An exact transcription of all the records, free of pictures, is the expected answer.

====== Material for this exercise ======

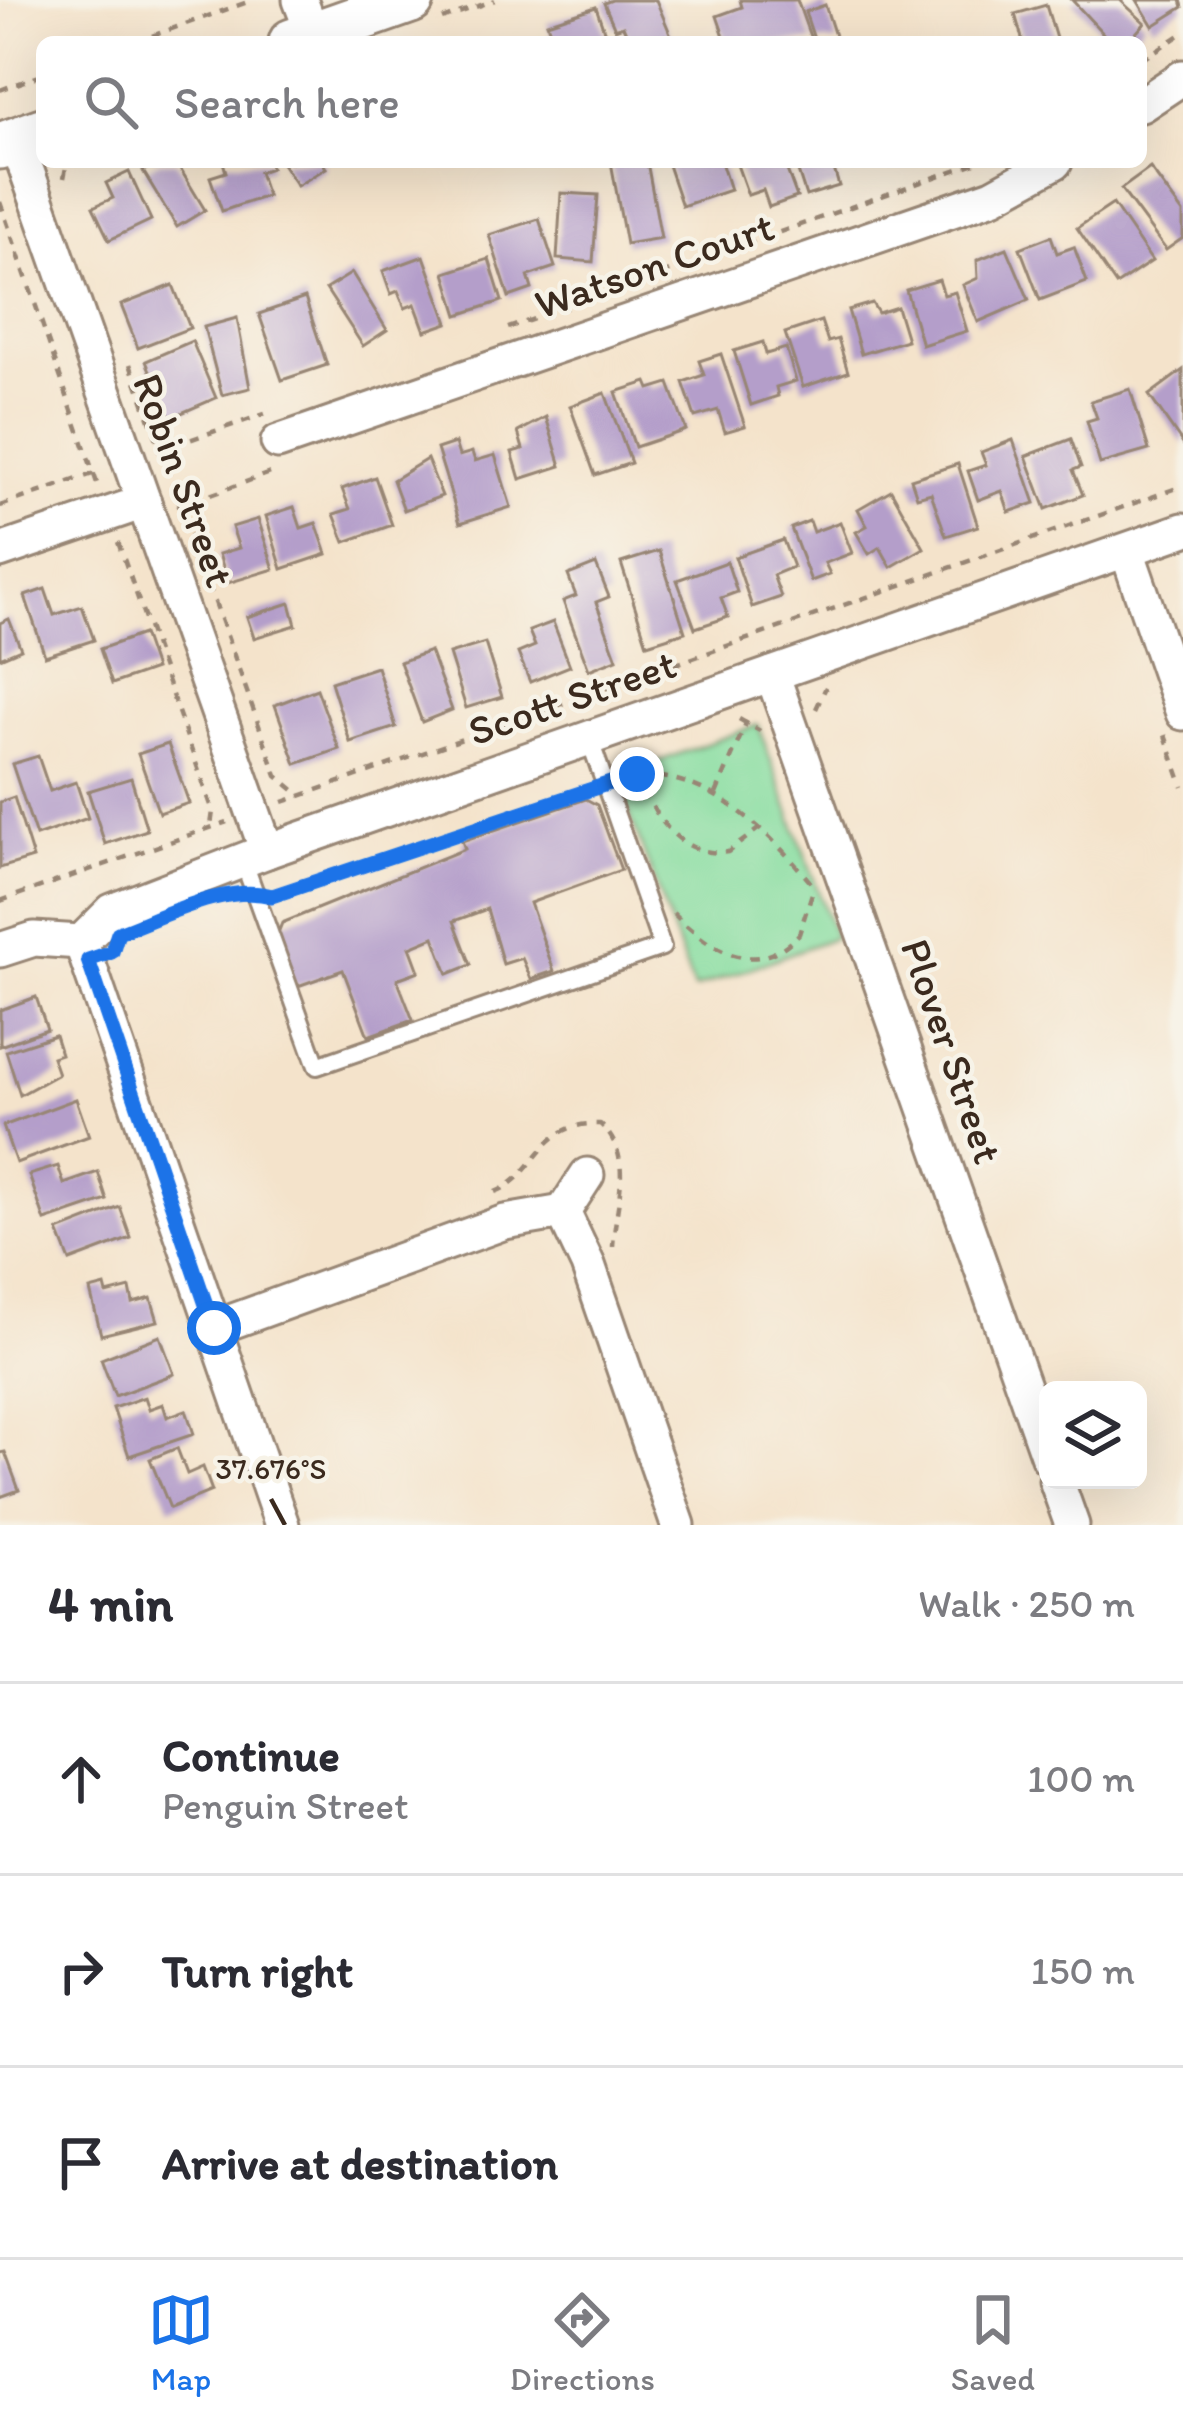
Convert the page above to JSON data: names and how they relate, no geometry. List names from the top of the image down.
{
  "streets": {
    "street": [
      "Watson Court",
      "Robin Street",
      "Scott Street",
      "Plover Street"
    ]
  },
  "crossings": [
    ["Robin Street", "Scott Street"],
    ["Scott Street", "Plover Street"]
  ],
  "page": {
    "search": "Search here",
    "heading": ["4 min", "Walk · 250 m"],
    "list": [
      ["Continue", "Penguin Street", "100 m"],
      ["Turn right", "150 m"],
      "Arrive at destination"
    ],
    "nav": ["Map", "Directions", "Saved"]
  },
  "coordinates": ["37.676°S"]
}
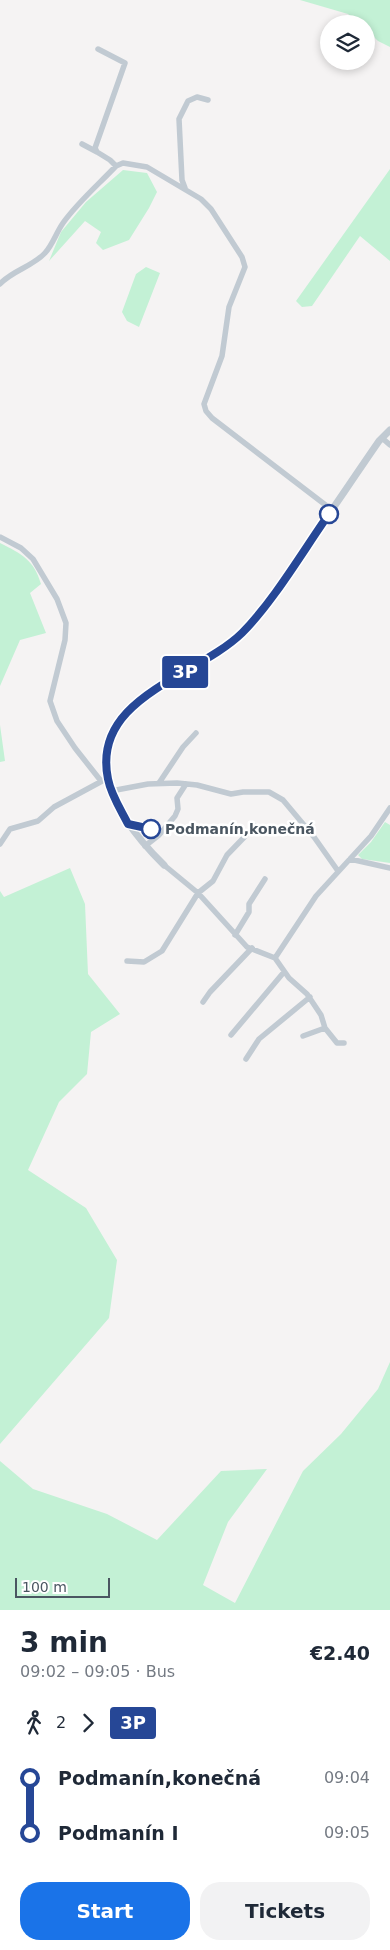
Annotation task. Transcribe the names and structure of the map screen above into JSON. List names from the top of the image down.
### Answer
{
  "places": ["Podmanín,konečná"],
  "lines": ["bus line 3P"],
  "scale_bar": "100 m",
  "page": {
    "on_map": "3P",
    "scale": "100 m",
    "heading": ["3 min", "09:02 – 09:05 · Bus", "€2.40"],
    "legs": ["2", "3P"],
    "list": [
      {
        "name": "Podmanín,konečná",
        "value": "09:04"
      },
      {
        "name": "Podmanín I",
        "value": "09:05"
      }
    ],
    "buttons": ["Start", "Tickets"]
  }
}
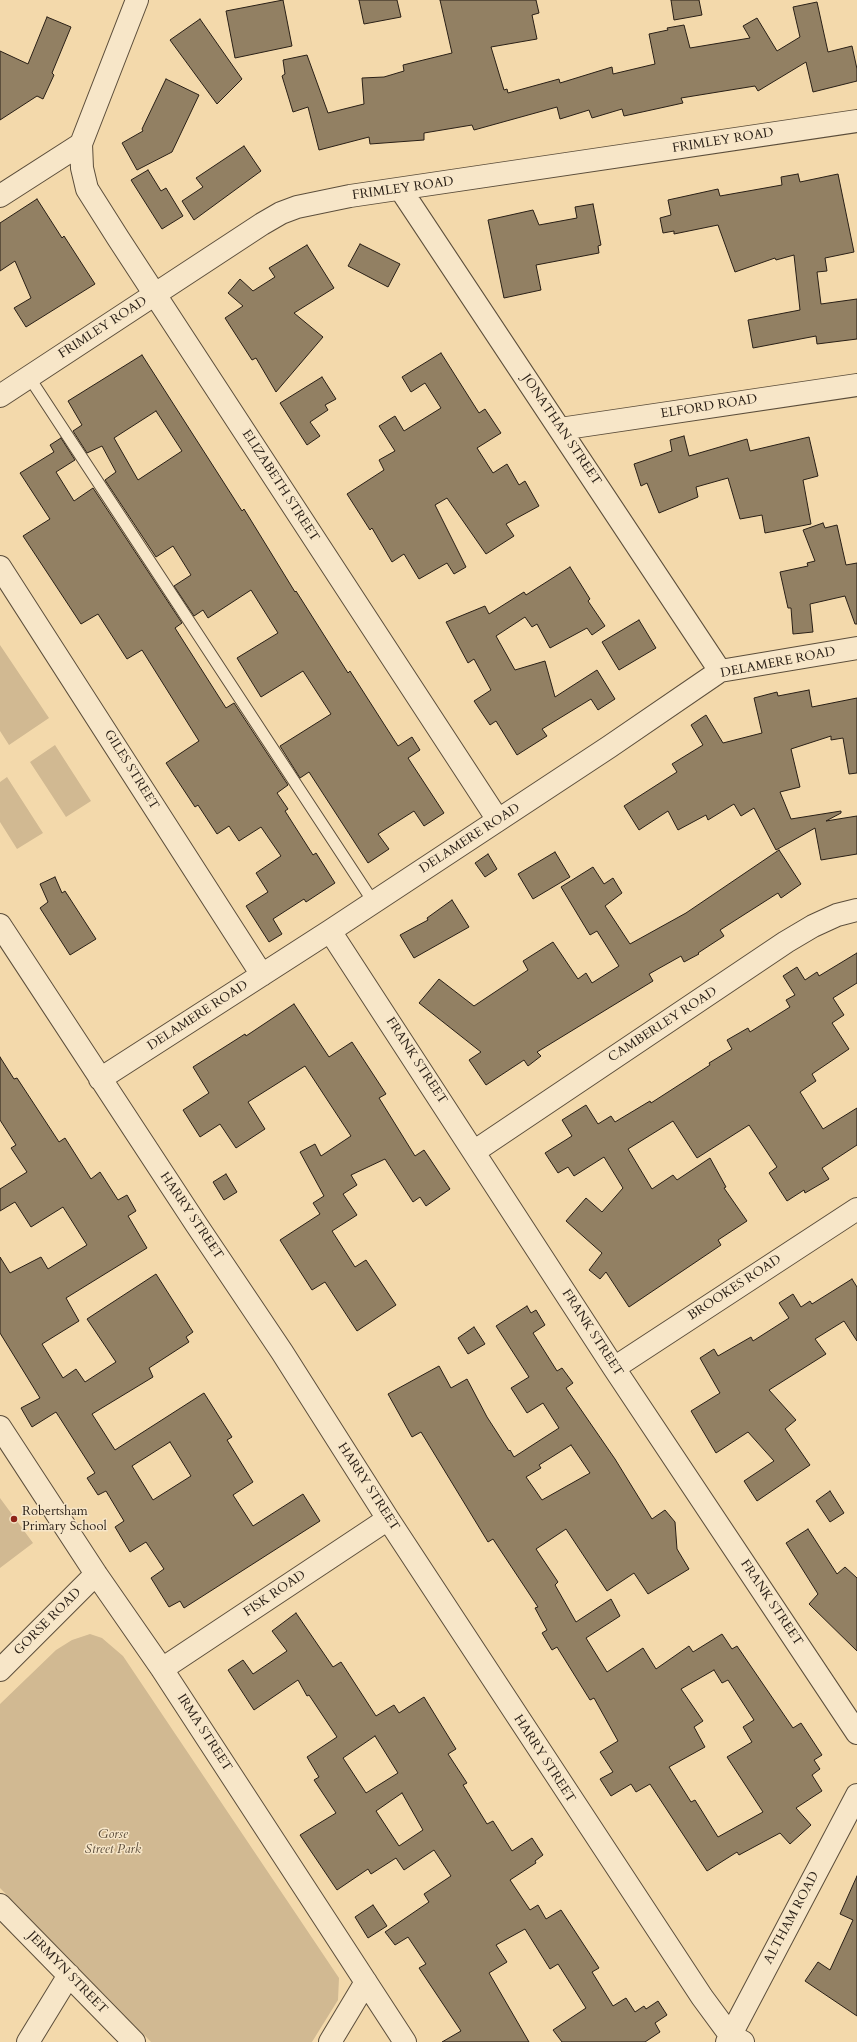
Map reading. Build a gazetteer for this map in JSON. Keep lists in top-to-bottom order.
{
  "streets": {
    "street": [
      "FRIMLEY ROAD",
      "ELFORD ROAD",
      "JONATHAN STREET",
      "ELIZABETH STREET",
      "DELAMERE ROAD",
      "GILES STREET",
      "CAMBERLEY ROAD",
      "FRANK STREET",
      "HARRY STREET",
      "BROOKES ROAD",
      "FISK ROAD",
      "GORSE ROAD",
      "IRMA STREET",
      "ALTHAM ROAD",
      "JERMYN STREET"
    ]
  },
  "crossings": [
    ["FRIMLEY ROAD", "JONATHAN STREET"],
    ["FRIMLEY ROAD", "ELIZABETH STREET"],
    ["ELFORD ROAD", "JONATHAN STREET"],
    ["JONATHAN STREET", "DELAMERE ROAD"],
    ["ELIZABETH STREET", "DELAMERE ROAD"],
    ["DELAMERE ROAD", "GILES STREET"],
    ["DELAMERE ROAD", "FRANK STREET"],
    ["DELAMERE ROAD", "HARRY STREET"],
    ["CAMBERLEY ROAD", "FRANK STREET"],
    ["FRANK STREET", "BROOKES ROAD"],
    ["HARRY STREET", "FISK ROAD"],
    ["HARRY STREET", "ALTHAM ROAD"],
    ["FISK ROAD", "IRMA STREET"],
    ["GORSE ROAD", "IRMA STREET"]
  ],
  "parks": ["Gorse Street Park"],
  "places": ["Robertsham Primary School"]
}
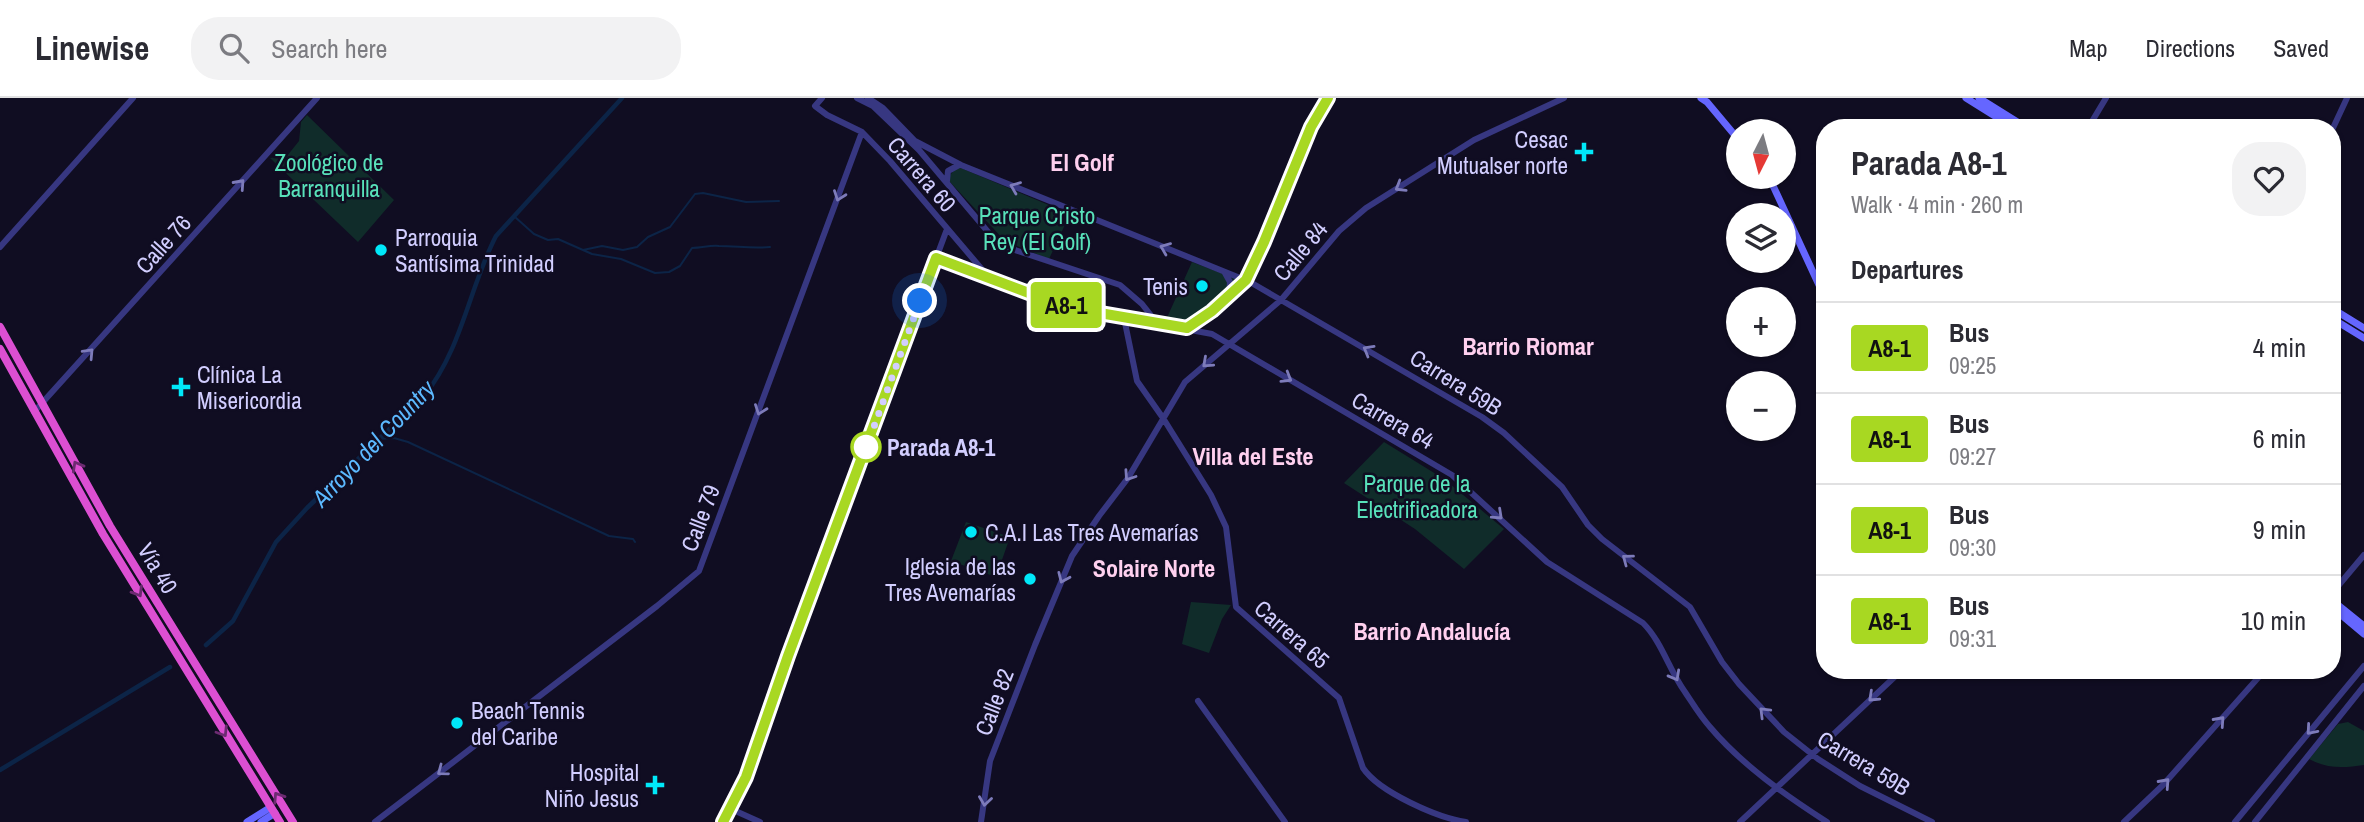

======

## Written solution
Convert the page above to JSON data: names and how they relate, no geometry. List names from the top of the image down.
{
  "streets": {
    "street": [
      "Watson Court",
      "Robin Street",
      "Scott Street",
      "Plover Street"
    ]
  },
  "crossings": [
    ["Robin Street", "Scott Street"],
    ["Scott Street", "Plover Street"]
  ],
  "page": {
    "search": "Search here",
    "heading": ["4 min", "Walk · 250 m"],
    "list": [
      ["Continue", "Penguin Street", "100 m"],
      ["Turn right", "150 m"],
      "Arrive at destination"
    ],
    "nav": ["Map", "Directions", "Saved"]
  },
  "coordinates": ["37.676°S"]
}
Annotation task. Transcribe the names and structure of the map screen above into JSON. List names from the top of the image down.
### Answer
{
  "places": ["Podmanín,konečná"],
  "lines": ["bus line 3P"],
  "scale_bar": "100 m",
  "page": {
    "on_map": "3P",
    "scale": "100 m",
    "heading": ["3 min", "09:02 – 09:05 · Bus", "€2.40"],
    "legs": ["2", "3P"],
    "list": [
      {
        "name": "Podmanín,konečná",
        "value": "09:04"
      },
      {
        "name": "Podmanín I",
        "value": "09:05"
      }
    ],
    "buttons": ["Start", "Tickets"]
  }
}
Map reading. Build a gazetteer for this map in JSON. Keep lists in top-to-bottom order.
{
  "streets": {
    "street": [
      "FRIMLEY ROAD",
      "ELFORD ROAD",
      "JONATHAN STREET",
      "ELIZABETH STREET",
      "DELAMERE ROAD",
      "GILES STREET",
      "CAMBERLEY ROAD",
      "FRANK STREET",
      "HARRY STREET",
      "BROOKES ROAD",
      "FISK ROAD",
      "GORSE ROAD",
      "IRMA STREET",
      "ALTHAM ROAD",
      "JERMYN STREET"
    ]
  },
  "crossings": [
    ["FRIMLEY ROAD", "JONATHAN STREET"],
    ["FRIMLEY ROAD", "ELIZABETH STREET"],
    ["ELFORD ROAD", "JONATHAN STREET"],
    ["JONATHAN STREET", "DELAMERE ROAD"],
    ["ELIZABETH STREET", "DELAMERE ROAD"],
    ["DELAMERE ROAD", "GILES STREET"],
    ["DELAMERE ROAD", "FRANK STREET"],
    ["DELAMERE ROAD", "HARRY STREET"],
    ["CAMBERLEY ROAD", "FRANK STREET"],
    ["FRANK STREET", "BROOKES ROAD"],
    ["HARRY STREET", "FISK ROAD"],
    ["HARRY STREET", "ALTHAM ROAD"],
    ["FISK ROAD", "IRMA STREET"],
    ["GORSE ROAD", "IRMA STREET"]
  ],
  "parks": ["Gorse Street Park"],
  "places": ["Robertsham Primary School"]
}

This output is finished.